Para muita gente, o que está em causa no Irão é apenas a presidência de Donald Trump num ano de eleições legislativas intercalares nos EUA. Os inimigos de Trump, com esperança, mas também alguns dos seus partidários, com apreensão, encaram a guerra como um erro fatal. Por isso, só conseguem ver como os mullahs podem vencer. Por exemplo, prolongando e alargando a guerra, de maneira a provocar uma crise económica que os eleitores de Trump não lhe perdoarão.

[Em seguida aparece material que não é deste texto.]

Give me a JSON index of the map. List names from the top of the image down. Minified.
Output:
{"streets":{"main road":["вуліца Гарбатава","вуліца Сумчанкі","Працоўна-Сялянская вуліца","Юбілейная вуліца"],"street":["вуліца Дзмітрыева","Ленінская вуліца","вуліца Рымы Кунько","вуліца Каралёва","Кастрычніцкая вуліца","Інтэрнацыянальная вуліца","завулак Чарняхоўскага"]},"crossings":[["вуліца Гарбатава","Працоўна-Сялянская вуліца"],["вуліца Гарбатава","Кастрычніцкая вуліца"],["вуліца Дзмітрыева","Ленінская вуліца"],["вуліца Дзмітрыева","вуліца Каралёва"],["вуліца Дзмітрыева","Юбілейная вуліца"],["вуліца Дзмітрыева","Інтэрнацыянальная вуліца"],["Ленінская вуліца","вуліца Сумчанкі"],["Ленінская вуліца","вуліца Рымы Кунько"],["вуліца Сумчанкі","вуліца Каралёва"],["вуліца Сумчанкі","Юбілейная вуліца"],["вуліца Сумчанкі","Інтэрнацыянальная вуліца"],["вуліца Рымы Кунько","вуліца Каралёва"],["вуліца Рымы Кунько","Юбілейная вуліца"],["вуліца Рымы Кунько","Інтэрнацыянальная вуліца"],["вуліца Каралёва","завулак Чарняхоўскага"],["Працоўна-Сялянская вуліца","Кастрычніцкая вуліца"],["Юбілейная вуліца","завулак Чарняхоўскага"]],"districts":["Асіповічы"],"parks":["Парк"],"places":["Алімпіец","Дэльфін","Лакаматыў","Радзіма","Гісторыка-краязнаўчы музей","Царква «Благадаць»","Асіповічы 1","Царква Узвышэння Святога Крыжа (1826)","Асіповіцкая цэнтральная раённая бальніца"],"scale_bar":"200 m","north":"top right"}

É possível que isto aconteça? É. O Irão vive sob uma ditadura apocalíptica que, como o Hamas em Gaza, não terá problemas em sujeitar o país a todas as destruições, à espera que Trump se inquiete com os custos da guerra e desista, ou que os Democratas, vitoriosos nas eleições de Novembro, o obriguem a desistir. Mas tem de ser assim? Não tem. O objectivo dos EUA e de Israel é acabar com o Irão como fonte de ataques de mísseis e de terroristas. Isso pode ser obtido mudando o regime, ou privando-o de meios. Não é impossível. A população iraniana, como se viu em Janeiro, ressente a ditadura de um clero que vê como arabizado. O Irão está sem defesa aérea, o que tem permitido a americanos e israelitas destruir os seus recursos militares sistematicamente. Isolou-se, ao atacar os países vizinhos e bloquear o estreito de Ormuz. Nem a China e a Rússia impediram que fosse condenado no conselho de segurança da ONU.
Trump pode perder, mas também pode ganhar. Porque é que tão pouca gente admite isso? Por duas razões. Primeiro, porque os críticos da economia de mercado e da democracia liberal criaram no Ocidente uma cultura de derrotismo que contrabalança a sua superioridade tecnológica e financeira. Assenta na ideia de que, por mais recursos que o Ocidente tenha, falta-lhe força moral, por exercer uma “opressão” capitalista sobre o mundo. Os “oprimidos” estariam destinados a vencer. Segundo, porque os políticos ocidentais estão habituados a permitir-se tudo, inclusive usar derrotas no exterior para marcarem pontos uns contra os outros nas suas lutas domésticas. Como neste caso: o que interessa é que Trump vá abaixo, e por isso não importa que os mullahs ganhem.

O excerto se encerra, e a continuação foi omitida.